Geschrieben am 22. März 2008 von für Bücher, Crimemag

Lee Child: Sniper

Der reine Suchtstoff

Am Anfang ist alles ganz einfach: In einer Provinzstadt in Indiana bezieht ein Heckenschütze Stellung in einem Parkhaus und beginnt, auf Passanten zu feuern. Von Thomas Wörtche

Das ist schlimm, erstaunt aber in den USA heutzutage niemanden mehr. Die bewaffnete Gesellschaft fordert und bekommt ihre Opfer. Genauso einfach scheint es zu sein, durch kompetente Polizeiarbeit den Schützen zu identifizieren und festzusetzen. Natürlich viel zu einfach, denn wir befinden uns im letzten auf Deutsch erschienenen Roman von Lee Child Sniper.

Der britische Schriftsteller Lee Child, der extrem amerikanisch wirkt und seine Hauptfigur, den Ex-US-Militärpolizisten Jack Reacher als autonomen Vigilanten in nunmehr zwölf Romanen durch die Provinzen der USA marodieren lässt, gehört zu der Hand voll Schriftstellerinnen und Schriftstellern auf dieser Welt, die aus formula fiction eine Kunstform gemacht haben, die geeignet ist, grundsätzlich über die Kriterien von Literatur und Literarizität nachzudenken, und zwar nicht, weil es sich dabei plötzlich um „literarische Kriminalromane“ handeln würde – ein in letzter Zeit bis ins Delir strapazierter Dumpfkopfbegriff – und auch nicht um „Mehr-als-ein-Kriminalroman“-Romane, sondern selbstverständlich um formula fiction der grandiosen Art. Im Grunde hat Ekkehard Knörer alles über Childs Reacher-Romane, über ihre Beziehung zur abstrakten Malerei, ihren Umgang mit der Lebenswelt von heute und ihre anderen erkenntnistheoretischen Dimensionen gesagt (Sie finden seinen Essay Der Held, der krumme Linien macht im Krimijahrbuch 2007, hg. von C. Bacher u. a. erschienen im NordPark Verlag).

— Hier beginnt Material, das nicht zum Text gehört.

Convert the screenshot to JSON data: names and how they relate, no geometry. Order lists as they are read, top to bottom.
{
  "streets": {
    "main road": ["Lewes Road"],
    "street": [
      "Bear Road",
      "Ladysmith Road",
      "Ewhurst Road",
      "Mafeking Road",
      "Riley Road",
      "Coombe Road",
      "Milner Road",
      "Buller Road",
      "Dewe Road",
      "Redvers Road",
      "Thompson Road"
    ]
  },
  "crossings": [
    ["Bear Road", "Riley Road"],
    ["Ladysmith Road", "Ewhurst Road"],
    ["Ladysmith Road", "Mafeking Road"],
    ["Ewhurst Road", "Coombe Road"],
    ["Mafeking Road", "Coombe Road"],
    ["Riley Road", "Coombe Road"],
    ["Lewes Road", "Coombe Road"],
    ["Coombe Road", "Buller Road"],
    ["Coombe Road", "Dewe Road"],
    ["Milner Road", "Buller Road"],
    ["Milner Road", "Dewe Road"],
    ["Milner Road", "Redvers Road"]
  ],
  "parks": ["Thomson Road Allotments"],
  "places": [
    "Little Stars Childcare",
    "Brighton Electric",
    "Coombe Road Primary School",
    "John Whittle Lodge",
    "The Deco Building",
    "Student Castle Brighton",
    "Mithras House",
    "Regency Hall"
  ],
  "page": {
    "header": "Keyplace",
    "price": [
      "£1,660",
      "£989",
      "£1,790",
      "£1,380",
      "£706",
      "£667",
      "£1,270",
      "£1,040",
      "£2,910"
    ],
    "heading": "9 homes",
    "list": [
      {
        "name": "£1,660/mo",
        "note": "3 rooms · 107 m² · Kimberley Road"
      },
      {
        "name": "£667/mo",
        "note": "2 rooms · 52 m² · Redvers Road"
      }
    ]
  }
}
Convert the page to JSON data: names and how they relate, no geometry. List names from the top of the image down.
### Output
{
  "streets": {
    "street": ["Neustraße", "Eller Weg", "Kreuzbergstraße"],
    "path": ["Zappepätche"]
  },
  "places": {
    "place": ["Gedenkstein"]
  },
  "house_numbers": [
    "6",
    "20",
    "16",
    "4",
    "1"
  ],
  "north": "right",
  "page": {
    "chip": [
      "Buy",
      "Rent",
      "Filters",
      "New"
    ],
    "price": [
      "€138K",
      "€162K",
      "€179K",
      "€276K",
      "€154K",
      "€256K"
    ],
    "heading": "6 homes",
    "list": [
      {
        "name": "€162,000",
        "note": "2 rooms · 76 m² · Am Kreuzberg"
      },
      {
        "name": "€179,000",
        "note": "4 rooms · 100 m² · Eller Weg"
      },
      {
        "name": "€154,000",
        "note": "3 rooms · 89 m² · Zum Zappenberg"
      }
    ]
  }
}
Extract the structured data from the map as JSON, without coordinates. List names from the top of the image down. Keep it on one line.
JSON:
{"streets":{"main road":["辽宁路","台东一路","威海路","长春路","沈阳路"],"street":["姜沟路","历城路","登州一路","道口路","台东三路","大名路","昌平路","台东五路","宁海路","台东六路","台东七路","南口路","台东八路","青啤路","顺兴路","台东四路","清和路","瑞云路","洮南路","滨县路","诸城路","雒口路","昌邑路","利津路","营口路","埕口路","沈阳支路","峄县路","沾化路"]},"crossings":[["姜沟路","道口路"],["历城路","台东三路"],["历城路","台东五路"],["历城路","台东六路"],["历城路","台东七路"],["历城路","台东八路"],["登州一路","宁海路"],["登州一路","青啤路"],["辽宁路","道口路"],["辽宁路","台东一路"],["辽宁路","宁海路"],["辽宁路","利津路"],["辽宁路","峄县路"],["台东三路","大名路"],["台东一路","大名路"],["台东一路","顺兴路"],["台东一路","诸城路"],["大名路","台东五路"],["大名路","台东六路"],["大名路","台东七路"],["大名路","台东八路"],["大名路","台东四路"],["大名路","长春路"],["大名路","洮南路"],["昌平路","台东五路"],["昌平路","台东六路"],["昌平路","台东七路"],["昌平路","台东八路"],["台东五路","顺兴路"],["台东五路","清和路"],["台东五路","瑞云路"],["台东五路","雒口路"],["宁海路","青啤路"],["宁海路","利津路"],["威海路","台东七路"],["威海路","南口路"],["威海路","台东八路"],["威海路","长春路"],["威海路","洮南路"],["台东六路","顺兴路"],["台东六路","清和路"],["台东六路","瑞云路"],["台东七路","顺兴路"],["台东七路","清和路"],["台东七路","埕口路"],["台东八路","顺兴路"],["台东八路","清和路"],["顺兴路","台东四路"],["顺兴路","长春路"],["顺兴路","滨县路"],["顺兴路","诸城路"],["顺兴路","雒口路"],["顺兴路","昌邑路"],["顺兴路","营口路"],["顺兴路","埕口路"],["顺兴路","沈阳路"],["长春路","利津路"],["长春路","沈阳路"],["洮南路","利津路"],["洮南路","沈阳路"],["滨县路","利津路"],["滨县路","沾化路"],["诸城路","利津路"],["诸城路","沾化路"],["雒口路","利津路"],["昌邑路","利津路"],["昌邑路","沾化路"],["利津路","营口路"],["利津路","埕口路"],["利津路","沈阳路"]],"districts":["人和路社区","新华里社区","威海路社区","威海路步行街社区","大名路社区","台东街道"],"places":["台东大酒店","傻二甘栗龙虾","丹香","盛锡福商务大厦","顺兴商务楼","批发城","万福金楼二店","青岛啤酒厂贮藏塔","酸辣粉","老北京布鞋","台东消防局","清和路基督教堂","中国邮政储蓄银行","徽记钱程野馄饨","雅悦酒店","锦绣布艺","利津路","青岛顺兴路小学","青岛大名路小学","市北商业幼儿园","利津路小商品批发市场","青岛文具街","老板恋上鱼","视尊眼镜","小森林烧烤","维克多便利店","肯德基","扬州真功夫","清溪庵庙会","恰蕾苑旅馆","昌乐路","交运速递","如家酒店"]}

Nebel von Desinformation und Gegenaufklärung

Deswegen zu Sniper nur noch ein paar Ergänzungen: Child spielt gewohnt souverän mit der klugen, kalten Mechanik von action – gemäß dem poetologischen Grundsatz, dass man mit der Schilderung von action und dem Agieren von Menschen, dem Agens und Reagens von sozialen Beziehungen sozusagen, „kinetische“ Evidenzen schaffen kann. Das ist ganz außerordentlich vergnüglich, weil die ganze pseudo-psychologische Tiefengründelei der angeblich Hohen Literatur suspendiert ist.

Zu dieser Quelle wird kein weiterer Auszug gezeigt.